§ Problem description:
Lines from the line with "display:block; font-size:22px; white-space:nowrap" to the line with "display:flex; gap:12px; padding:18px" in the entries below, and only those, must be output exactly, with both ends included.
===== Stored data =====
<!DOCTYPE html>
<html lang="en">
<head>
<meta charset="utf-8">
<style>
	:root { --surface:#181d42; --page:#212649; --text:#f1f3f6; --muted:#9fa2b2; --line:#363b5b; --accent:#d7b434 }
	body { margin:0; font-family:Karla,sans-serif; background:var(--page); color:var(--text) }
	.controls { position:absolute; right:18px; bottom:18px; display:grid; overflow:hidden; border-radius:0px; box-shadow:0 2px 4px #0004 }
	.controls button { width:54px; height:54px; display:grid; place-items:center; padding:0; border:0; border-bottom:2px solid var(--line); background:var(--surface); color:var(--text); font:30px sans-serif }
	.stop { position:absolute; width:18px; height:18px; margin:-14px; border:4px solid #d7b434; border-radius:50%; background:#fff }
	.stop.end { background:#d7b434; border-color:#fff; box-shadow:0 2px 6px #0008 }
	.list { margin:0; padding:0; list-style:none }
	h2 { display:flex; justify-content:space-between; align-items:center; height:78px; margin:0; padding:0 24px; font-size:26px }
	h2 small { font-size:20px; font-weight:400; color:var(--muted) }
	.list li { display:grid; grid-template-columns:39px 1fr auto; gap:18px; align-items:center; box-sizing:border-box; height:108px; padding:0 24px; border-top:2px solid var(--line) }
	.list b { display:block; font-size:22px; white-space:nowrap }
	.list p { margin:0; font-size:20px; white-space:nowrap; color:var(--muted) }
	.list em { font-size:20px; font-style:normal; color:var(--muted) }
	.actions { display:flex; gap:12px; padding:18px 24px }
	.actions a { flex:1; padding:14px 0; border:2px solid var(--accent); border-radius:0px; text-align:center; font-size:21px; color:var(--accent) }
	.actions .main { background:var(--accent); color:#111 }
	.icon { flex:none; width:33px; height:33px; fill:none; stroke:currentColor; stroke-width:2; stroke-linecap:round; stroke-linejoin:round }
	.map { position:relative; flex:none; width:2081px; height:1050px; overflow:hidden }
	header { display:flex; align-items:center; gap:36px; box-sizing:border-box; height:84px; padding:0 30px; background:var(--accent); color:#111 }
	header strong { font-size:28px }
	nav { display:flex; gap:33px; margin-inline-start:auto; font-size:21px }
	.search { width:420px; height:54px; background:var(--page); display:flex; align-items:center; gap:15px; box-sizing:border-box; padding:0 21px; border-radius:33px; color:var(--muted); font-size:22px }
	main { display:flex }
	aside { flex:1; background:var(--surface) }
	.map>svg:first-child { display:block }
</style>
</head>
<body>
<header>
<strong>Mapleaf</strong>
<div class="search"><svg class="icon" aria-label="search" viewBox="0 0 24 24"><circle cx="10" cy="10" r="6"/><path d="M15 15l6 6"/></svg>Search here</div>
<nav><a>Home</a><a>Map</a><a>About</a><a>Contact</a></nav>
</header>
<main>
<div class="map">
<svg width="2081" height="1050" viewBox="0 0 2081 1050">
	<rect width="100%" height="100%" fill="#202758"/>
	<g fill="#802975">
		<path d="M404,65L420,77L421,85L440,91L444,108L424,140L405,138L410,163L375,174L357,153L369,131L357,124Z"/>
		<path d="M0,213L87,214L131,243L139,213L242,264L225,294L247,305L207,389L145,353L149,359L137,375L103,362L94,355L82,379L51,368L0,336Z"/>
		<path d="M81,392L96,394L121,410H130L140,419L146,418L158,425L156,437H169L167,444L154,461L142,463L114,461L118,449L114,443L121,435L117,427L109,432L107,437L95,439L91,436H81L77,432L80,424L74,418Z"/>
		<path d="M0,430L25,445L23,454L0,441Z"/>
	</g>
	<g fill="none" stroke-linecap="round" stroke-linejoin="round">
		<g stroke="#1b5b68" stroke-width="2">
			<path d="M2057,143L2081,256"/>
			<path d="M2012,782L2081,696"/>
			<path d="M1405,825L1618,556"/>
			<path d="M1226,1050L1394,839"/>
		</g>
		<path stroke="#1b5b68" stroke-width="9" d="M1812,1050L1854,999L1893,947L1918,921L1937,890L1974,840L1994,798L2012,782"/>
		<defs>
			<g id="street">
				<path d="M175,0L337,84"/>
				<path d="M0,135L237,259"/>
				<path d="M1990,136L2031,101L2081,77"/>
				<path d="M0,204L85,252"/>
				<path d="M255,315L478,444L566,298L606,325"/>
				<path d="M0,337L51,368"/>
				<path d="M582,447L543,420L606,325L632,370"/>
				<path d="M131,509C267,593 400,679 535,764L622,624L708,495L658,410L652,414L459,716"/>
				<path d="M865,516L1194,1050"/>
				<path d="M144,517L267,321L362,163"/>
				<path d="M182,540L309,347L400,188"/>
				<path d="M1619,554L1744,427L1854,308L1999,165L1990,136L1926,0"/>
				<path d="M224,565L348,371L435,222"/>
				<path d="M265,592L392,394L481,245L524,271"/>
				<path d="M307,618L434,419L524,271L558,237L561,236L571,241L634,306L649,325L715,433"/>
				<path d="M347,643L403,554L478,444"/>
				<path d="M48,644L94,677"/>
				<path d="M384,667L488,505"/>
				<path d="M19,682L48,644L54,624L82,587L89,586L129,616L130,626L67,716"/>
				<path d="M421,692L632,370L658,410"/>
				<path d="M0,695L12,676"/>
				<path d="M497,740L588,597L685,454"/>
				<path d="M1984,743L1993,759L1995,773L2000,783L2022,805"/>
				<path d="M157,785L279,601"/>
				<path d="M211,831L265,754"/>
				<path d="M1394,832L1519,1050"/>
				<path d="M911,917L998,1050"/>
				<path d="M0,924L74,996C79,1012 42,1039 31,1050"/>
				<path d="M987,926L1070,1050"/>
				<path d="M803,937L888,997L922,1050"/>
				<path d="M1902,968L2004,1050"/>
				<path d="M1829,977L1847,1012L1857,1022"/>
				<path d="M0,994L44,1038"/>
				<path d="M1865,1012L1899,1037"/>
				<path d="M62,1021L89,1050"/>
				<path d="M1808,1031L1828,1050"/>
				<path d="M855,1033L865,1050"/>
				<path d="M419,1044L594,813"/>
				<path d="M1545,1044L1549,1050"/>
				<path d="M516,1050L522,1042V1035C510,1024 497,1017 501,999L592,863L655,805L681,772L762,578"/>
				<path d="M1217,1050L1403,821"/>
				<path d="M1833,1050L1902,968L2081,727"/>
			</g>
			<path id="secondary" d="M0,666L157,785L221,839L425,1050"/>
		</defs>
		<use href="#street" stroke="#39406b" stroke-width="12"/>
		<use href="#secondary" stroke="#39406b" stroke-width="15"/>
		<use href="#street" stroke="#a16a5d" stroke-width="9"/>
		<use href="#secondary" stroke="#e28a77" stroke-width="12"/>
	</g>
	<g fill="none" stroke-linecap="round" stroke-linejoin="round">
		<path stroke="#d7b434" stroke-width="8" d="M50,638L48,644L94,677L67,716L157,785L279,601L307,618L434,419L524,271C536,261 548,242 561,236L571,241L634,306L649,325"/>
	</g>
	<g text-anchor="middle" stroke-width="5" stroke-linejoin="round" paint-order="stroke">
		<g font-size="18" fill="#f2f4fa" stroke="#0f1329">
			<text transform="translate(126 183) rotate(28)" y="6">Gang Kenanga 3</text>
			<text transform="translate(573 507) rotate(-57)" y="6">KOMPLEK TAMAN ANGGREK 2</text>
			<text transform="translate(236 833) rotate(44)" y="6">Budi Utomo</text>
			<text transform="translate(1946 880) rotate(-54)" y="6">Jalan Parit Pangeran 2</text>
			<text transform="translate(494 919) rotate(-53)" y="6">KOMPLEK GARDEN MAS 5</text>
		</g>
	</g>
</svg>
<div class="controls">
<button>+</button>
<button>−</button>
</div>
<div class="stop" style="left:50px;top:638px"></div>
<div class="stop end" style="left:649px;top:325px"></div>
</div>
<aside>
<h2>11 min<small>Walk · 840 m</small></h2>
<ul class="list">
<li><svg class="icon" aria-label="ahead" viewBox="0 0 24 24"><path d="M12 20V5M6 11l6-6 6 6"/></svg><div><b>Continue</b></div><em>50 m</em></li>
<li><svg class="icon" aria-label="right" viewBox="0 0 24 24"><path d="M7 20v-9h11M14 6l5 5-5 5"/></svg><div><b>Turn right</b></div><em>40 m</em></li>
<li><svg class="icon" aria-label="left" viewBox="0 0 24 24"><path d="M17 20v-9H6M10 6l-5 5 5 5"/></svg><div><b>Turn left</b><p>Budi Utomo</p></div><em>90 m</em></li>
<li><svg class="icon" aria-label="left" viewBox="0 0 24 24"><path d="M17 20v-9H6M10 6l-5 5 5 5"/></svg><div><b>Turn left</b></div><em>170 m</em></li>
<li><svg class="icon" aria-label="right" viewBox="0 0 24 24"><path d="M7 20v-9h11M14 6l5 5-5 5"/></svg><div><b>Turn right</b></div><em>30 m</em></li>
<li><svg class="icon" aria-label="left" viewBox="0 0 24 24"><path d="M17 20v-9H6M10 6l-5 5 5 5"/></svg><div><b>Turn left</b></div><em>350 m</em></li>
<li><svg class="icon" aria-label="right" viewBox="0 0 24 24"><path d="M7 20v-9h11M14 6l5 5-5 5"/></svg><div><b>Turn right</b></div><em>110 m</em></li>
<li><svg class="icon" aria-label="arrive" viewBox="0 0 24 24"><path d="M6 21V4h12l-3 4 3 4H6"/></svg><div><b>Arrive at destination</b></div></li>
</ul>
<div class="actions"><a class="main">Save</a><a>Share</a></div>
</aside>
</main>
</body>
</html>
=====
§ Written solution:
	.list b { display:block; font-size:22px; white-space:nowrap }
	.list p { margin:0; font-size:20px; white-space:nowrap; color:var(--muted) }
	.list em { font-size:20px; font-style:normal; color:var(--muted) }
	.actions { display:flex; gap:12px; padding:18px 24px }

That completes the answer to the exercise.